The offer of an online exhibition with Fotonet presented an opportunity to broaden my normally singular approach to showing work. Selected with Susie Medley, Director of Fotonet, it presents a wider selection of images, including previously unseen photographs, from an ongoing body of work.

My photographs are of scenes that lie somewhere between reality and the imagination. In producing my work I am looking for images that have the potential to reveal a moment of heightened awareness and perception, and am interested in drawing a connection between internal, personal experience and the external environment. The information the photographs contain about their subject matter is secondary to the work's ability to communicate an intensely experienced moment.

I choose locations or environments where I can be absorbed in the process of taking a photograph. Often the successful works are taken when I'm on my own, or when I'm less conscious of the effect of my own presence on my immediate environment, I choose locations not only for the specifics of each site; for example wild landscapes and colonies of animals, but also for the practical freedoms such locations provide. Walking on my own through the landscape allows me to be aware of the immediate environment, whilst at the same time to be engaged in my own thoughts.

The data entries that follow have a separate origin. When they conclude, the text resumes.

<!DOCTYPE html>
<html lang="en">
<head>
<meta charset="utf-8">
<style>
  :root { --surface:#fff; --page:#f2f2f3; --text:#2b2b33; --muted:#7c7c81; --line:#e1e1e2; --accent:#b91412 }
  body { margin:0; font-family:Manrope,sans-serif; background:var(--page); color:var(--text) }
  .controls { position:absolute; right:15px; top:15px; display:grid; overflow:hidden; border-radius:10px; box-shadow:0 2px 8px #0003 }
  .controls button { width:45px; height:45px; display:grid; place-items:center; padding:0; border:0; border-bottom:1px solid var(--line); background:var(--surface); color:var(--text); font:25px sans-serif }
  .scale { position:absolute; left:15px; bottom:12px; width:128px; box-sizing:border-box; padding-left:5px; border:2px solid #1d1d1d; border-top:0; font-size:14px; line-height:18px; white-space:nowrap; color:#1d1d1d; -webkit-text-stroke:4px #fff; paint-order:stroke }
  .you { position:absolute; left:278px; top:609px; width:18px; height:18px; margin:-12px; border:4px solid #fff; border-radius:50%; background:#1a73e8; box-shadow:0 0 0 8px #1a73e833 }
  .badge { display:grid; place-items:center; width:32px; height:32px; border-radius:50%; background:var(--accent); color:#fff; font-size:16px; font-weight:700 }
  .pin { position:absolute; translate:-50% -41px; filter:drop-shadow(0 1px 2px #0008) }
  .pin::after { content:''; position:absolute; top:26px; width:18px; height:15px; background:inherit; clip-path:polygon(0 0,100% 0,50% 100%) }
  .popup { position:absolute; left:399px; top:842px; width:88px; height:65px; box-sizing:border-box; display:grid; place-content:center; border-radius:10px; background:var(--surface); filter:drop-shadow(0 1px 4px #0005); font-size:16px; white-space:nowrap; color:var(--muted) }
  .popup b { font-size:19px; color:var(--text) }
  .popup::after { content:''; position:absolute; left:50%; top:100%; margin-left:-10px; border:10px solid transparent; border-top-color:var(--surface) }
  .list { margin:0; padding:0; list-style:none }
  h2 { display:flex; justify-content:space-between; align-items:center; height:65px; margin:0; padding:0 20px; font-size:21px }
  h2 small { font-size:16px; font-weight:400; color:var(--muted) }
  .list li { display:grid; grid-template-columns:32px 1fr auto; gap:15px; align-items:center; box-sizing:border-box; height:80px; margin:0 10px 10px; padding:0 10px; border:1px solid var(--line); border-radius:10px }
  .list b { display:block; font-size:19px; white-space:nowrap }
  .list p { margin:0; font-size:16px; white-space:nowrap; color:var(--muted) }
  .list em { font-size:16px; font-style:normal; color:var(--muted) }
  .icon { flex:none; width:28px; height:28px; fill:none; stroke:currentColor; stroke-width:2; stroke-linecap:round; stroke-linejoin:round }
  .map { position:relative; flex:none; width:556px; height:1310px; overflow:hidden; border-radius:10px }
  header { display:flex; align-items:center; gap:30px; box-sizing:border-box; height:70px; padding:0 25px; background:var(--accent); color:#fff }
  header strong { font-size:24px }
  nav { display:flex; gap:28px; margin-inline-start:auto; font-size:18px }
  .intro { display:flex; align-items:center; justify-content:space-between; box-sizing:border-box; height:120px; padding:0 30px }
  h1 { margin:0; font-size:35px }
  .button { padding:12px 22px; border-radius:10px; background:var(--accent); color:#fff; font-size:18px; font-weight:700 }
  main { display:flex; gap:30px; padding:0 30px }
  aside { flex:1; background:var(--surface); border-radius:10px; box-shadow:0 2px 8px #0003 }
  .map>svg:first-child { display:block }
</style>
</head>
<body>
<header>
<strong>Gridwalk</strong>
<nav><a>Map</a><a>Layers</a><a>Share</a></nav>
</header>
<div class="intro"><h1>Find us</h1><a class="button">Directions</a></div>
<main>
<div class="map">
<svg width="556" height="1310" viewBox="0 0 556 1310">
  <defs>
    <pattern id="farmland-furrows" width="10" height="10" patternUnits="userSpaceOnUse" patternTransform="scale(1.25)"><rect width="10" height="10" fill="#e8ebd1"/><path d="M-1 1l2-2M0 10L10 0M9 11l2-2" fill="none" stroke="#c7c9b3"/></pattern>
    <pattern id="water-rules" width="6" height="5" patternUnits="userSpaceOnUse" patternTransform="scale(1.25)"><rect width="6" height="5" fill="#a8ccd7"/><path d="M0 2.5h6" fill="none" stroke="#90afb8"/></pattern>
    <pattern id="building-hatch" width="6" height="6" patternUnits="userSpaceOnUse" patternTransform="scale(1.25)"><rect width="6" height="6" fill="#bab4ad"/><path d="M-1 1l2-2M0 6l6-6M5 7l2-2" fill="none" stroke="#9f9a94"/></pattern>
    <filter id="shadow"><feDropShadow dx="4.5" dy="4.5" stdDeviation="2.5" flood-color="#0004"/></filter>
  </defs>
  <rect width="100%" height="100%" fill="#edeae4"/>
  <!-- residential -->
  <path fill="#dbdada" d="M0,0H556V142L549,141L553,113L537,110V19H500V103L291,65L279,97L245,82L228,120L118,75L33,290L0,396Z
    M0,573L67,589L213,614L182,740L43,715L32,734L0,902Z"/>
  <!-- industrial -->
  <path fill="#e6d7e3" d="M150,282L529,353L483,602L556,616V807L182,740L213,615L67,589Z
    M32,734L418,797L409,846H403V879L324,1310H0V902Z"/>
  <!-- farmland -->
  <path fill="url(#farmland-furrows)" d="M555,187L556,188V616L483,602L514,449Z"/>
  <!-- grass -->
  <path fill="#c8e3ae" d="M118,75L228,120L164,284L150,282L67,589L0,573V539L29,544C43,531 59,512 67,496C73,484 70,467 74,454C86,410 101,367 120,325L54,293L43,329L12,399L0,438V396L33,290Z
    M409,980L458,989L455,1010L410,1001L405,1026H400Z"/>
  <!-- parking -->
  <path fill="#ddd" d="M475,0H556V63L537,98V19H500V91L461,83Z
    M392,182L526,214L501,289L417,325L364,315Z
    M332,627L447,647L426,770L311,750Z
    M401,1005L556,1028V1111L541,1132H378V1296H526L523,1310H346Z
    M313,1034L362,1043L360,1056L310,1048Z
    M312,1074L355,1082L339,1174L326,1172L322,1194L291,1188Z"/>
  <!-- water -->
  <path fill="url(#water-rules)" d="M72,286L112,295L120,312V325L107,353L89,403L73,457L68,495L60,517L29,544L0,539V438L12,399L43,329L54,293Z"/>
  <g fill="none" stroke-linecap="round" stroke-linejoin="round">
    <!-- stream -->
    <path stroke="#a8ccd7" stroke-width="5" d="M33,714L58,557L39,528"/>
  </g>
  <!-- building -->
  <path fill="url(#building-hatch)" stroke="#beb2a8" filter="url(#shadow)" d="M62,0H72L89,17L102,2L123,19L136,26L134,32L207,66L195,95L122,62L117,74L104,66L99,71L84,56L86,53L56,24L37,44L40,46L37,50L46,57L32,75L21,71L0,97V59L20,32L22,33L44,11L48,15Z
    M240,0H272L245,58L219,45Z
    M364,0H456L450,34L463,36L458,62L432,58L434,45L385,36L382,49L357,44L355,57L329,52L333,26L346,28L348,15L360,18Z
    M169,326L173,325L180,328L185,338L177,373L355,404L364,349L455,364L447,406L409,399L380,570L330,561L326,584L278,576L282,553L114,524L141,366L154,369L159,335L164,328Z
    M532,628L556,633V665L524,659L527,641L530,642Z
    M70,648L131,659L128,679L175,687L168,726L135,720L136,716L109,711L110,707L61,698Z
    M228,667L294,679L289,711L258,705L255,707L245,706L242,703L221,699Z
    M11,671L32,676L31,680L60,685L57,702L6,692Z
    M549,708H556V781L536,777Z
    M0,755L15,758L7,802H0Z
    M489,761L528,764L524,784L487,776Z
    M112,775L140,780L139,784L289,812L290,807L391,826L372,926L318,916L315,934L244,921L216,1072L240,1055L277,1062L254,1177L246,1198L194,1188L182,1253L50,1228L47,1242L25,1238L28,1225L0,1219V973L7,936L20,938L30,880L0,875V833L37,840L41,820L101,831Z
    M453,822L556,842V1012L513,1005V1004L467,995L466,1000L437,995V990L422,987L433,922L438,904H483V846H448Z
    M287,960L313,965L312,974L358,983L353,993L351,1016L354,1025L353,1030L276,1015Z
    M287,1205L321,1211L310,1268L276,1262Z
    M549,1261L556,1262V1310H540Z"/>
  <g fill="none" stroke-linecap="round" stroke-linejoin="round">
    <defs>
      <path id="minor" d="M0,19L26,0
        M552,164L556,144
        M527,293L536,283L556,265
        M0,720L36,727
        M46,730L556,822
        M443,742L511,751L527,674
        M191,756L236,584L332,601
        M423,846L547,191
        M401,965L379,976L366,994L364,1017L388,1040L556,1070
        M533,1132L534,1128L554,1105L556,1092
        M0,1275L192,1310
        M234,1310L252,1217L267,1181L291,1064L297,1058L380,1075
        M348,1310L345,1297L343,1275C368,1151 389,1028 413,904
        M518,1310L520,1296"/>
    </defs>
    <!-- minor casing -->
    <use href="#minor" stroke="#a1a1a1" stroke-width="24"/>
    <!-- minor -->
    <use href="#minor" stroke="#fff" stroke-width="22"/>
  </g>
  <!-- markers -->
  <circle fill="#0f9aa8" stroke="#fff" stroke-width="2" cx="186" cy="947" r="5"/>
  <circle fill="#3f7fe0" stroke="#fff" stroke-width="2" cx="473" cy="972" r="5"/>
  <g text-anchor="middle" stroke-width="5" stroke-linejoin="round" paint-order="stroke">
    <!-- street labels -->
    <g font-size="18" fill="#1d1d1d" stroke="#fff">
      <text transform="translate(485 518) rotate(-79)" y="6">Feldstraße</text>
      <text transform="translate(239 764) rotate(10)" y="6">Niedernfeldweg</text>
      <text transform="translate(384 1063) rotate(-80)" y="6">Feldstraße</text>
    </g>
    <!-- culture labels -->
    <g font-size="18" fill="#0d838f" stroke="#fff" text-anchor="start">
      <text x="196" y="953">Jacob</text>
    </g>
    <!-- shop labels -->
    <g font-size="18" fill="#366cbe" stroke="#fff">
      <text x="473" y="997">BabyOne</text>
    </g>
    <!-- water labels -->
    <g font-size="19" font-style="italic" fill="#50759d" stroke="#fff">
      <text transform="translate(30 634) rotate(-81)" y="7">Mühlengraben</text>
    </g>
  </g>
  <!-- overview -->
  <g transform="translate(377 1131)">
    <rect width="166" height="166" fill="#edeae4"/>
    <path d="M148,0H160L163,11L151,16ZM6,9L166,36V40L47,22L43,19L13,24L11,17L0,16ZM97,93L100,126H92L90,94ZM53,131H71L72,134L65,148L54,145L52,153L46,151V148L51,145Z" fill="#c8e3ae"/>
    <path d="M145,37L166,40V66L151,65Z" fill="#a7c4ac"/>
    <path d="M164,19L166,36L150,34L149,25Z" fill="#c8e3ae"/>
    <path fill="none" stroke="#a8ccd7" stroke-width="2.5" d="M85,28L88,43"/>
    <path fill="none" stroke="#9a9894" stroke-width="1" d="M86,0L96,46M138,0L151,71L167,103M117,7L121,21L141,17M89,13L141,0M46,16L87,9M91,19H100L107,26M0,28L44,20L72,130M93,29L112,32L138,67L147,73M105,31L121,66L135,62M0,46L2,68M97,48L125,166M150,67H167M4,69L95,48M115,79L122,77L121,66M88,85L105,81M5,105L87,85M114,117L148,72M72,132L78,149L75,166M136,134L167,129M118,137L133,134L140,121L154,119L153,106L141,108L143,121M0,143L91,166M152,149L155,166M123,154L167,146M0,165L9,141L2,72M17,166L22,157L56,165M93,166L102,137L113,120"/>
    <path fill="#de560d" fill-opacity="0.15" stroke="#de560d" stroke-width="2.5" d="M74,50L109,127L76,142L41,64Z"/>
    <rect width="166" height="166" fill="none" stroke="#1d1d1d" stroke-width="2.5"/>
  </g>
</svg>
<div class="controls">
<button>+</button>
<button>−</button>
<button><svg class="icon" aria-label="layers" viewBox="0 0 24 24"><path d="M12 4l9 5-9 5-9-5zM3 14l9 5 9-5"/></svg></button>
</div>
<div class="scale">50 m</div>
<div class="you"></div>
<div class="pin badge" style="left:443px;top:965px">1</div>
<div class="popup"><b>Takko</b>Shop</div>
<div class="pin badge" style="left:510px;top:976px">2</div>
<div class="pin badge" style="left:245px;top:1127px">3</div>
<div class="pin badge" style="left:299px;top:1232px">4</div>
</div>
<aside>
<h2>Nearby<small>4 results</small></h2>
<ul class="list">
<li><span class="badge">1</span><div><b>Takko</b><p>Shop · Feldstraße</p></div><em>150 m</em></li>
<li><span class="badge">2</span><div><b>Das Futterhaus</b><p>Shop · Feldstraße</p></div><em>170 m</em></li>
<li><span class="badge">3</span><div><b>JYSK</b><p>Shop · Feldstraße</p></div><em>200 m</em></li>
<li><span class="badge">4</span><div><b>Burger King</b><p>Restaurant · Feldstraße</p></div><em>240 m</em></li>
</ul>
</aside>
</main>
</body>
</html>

I approach making the work without preconceived ideas of a specific outcome, but trust myself to find and react to something remarkable in these environments. The act of taking a photograph is triggered by a connection with the scene in front of me, an instantaneous feeling, which I try not to influence by overly thinking about or trying to pre-determine the end result in advance. The final images are as much about a depiction of what was in front of me, as they are an attempt to communicate how it felt to look at that scene, what particular significance it might have had for me, and what the final photograph could mean for the viewer.

'Stidolph distills an unexpected drama from low-key subjects into still images which range from landscape to portrait compositions. Working spontaneously in a documentary fashion, but with a medium format camera, Stidolph's people, animals and places become quietly transformed into luminous, highly loaded moments.'
Alistair Robinson, Director, Northern Gallery of Contemporary Art, Sunderland, 2005.

'Stidolph's picture of a white horse and its foal has astrange intensity (due in part to its ethereal, washed out color-scheme) that refuses to be immediately characterized as "doing" this or that. The sincere beauty of the photo counterbalances the My Little Pony irony of the subject matter.'
Michael Paulson, 'This show is ribbed for her pleasure', NYArts, 2005.